The cloud seeding efforts in the region are conducted by the UAE's National Center of Meteorology (NCM). NCM told CNBC that it did not dispatch pilots for seeding operations before or during the storm that struck the UAE on Tuesday.

Flood of misinformation

Extreme weather events like the one that happened in the UAE on Tuesday are often coupled with conspiracy theories online. 

A common narrative is that disasters that are otherwise natural or linked to human-made global warming are believed to have been entirely induced by HAARP, the High-frequency Active Auroral Research Program, a research facility in Alaska linked to the University of Alaska Fairbanks. 

Cloud seeding has previously been linked to "chemtrail" conspiracies – the theory that the cloud-like trails formed behind aircraft by water vapor condensing under the right atmospheric conditions are in fact toxic chemicals used to manipulate the weather or to control people's minds or to kill off part of the world's population. 

Did-cloud-seeding-cause-floods-in-Dubai2
Old and unrelated videos are being shared as scenes of the floods in Dubai. (Source: X/Screenshots)

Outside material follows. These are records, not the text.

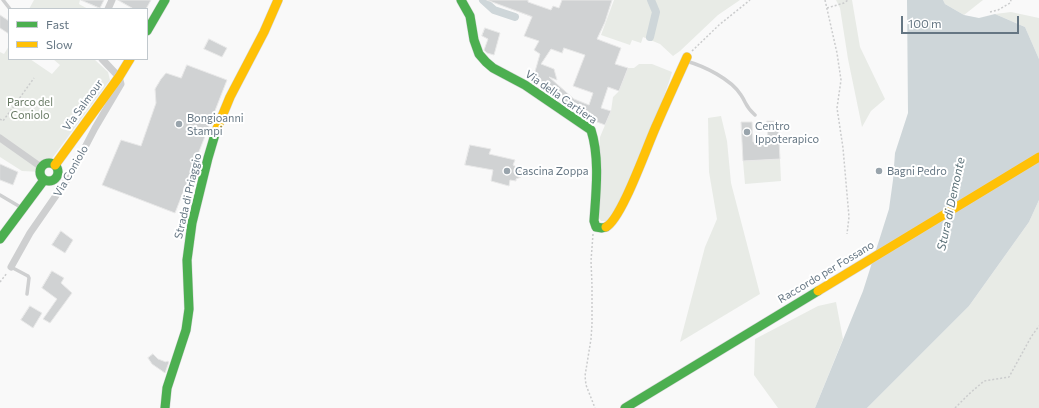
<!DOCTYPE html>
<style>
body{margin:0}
#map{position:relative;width:1039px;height:408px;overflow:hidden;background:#f9f9f9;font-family:Commissioner,sans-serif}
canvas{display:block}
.legend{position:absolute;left:8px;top:8px;width:140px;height:52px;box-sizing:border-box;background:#fff;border:1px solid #c1c8cd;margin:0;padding:5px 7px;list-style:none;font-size:12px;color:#657683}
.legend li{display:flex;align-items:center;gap:8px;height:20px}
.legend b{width:20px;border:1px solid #c1c8cd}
.scale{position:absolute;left:901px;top:16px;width:118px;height:18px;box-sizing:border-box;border:2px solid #657683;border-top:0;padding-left:5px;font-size:12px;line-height:14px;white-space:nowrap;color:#657683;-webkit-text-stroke:3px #fff;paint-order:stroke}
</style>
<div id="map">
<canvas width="1039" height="408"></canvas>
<ul class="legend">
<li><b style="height:5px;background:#4caf50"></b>Fast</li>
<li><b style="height:5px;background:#ffc107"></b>Slow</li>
</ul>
<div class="scale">100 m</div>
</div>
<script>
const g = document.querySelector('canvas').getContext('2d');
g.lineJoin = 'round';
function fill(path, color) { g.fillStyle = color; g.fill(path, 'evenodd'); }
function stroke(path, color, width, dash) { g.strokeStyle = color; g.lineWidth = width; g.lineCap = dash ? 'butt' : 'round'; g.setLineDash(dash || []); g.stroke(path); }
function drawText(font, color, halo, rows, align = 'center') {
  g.font = font + ' Commissioner,sans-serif'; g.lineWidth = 4; g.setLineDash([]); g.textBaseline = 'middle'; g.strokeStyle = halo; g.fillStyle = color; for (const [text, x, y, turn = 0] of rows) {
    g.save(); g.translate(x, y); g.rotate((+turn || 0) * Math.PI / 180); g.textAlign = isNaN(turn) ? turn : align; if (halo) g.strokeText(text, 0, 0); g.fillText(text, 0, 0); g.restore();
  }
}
const green = new Path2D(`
 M34,0H80L79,4L88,9H29Z
 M614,0H740L718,15L680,51L673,56L660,44L643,37L641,43L632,40L630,45L601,35Z
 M836,0H852L860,47L885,99L871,111L862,127L848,59L840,8Z
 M943,0H983L964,15L945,4Z
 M1011,12L1039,18V59L1025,27L995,14Z
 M9,46V59H30L52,74L60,65L53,59H94L108,72L110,80L42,172L22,171L0,157V52L4,54Z
 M639,64H652L672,72C665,97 654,121 644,144C635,168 623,202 606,221H601L599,218L598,164L600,137L611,111L613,97L619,91L628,68H634Z
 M721,116L727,141L731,183L760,294L680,342L705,247L717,219L709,172L708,118Z
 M780,159L781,181L745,184L743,161Z
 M1039,200V408H867L969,306L1029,222Z
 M836,302L843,339L815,408H778L754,375L755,339L818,306Z`);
const water = new Path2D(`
 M907,0H943L945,4L964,15L979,18L995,14L1025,27L1039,59V200L1029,222L969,306L867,408H815L863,291L889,209L893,180L895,153L908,113Z`);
const canal = new Path2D(`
 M483,0L494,10L515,17
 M650,37L656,12L651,0`);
const building = new Path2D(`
 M81,0H104L100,8Z
 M118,0H151L146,9H134Z
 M487,0H528V2L551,10L553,6L559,8L562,0H612L605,22L597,39L621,48L615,64L628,68L619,91L608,87L601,108L611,111L605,125L584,117L559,100L548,89L532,82L540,54L534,50L539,41L524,36L532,17ZM564,48L585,55L573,86L593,93L589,105L574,99L549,77L557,80L554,69L541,64L551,49L562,53Z
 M0,15L9,21V34L0,28Z
 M485,28L500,33L494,55L487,53L484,50L488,39L482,36Z
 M209,39L227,48L222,57L204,49Z
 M187,65L227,80L175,213L102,185L121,140L141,146L156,103L155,89L161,79L166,73L181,78Z
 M767,121H778L780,159L743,161L741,122H752L753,142H768Z
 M470,145L491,149L489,154L515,160L513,165L518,168L522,172L521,177L516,179V181L510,180L509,186L491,181L493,170L465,165Z
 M0,164L18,172L13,185L0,180Z
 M61,231L73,240L65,253L52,245Z
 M52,271L64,278L61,283L72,293L50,323L43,319L57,299L42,288Z
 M30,306L42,313L33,328L21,320Z
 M153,354L158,359L166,362L167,361L169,362L165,373L152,364L148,358Z`);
const path = new Path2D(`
 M825,0L837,53L841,80L837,108L843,148L849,217L847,234
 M827,8L844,3L848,0
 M990,12L998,10L1010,3L1011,0
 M692,51L719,25L750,0
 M0,119L3,121L34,78
 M593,234L591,261L592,285V324L591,339L585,376L586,385L595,408
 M0,282L7,273
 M955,408L969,394L984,381L1009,377L1031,337L1039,326`);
const lane = new Path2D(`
 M3,0L10,9
 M686,61C704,66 731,79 741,95C747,104 745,106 755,115
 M0,195L22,208
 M11,267L28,276L29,278L27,294`);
const street = new Path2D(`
 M108,9L112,0
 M0,138L41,167
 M11,267L30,233L71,174L95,128L121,84L119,77L102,59`);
const fast = new Path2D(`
 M461,0L470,16L474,40L479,54L486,62L493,68L525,85L591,130C600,158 596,192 594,221L596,227L602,228L606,227
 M147,31L165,0
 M40 172a9 9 0 1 1 18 0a9 9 0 1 1-18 0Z
 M0,239L44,180
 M165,408L167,388L186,330L189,309L187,260L192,223L208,158L216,131
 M625,408L818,291`);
const slow = new Path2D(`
 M216,131L230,97L264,32L278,0
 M55,165L119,77L130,59
 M606,227C622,219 648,143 657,124C667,101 677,79 687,57
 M818,291L1039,157`);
const markers = [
 [179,124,4,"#99a4ac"],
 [747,132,4,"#99a4ac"],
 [507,171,4,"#99a4ac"],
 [879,171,4,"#99a4ac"]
];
const streetNames = [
 ["Via della Cartiera",561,97,35],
 ["Via Salmour",83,105,-54],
 ["Via Coniolo",71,171,-60],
 ["Strada di Priaggio",188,196,-77],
 ["Raccordo per Fossano",826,272,-31]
];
const parkNames = [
 ["Parco del",30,102],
 ["Coniolo",30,115]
];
const poiNames = [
 ["Bongioanni",187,118],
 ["Stampi",187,131],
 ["Centro",755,126],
 ["Ippoterapico",755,139],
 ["Cascina Zoppa",515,171],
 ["Bagni Pedro",887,171]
];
const waterNames = [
 ["Stura di Demonte",951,204,-78]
];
fill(green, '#e8ebe6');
fill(water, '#ced6d9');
stroke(canal, '#ced6d9', 8);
fill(building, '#d0d2d3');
stroke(building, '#e8e8e8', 1);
stroke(fast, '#d5d6d7', 10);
stroke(slow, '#d5d6d7', 10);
stroke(path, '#cbcccd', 1.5, [2, 2]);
stroke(lane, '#cecfd0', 3.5);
stroke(street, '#cecfd0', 7);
stroke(fast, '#4caf50', 9);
stroke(slow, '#ffc107', 9);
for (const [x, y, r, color] of markers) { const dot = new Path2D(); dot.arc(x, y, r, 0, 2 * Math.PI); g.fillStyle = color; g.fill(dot); stroke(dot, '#fff', 1.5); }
drawText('11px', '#657683', '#fff', streetNames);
drawText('11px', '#687a64', '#fff', parkNames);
drawText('11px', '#657683', '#fff', poiNames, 'left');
drawText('italic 12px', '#60757c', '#fff', waterNames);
</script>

Misleading speculation about cloud seeding was not the only misinformation to arise from the rainstorms in the Gulf region. Old and unrelated images were misattributed as scenes from the floods. In one example, a video showing massive flooding predated the storm on Thursday and possibly depicts floods in Saudi Arabia in November last year. In another, footage from a recent flood in Russia was used.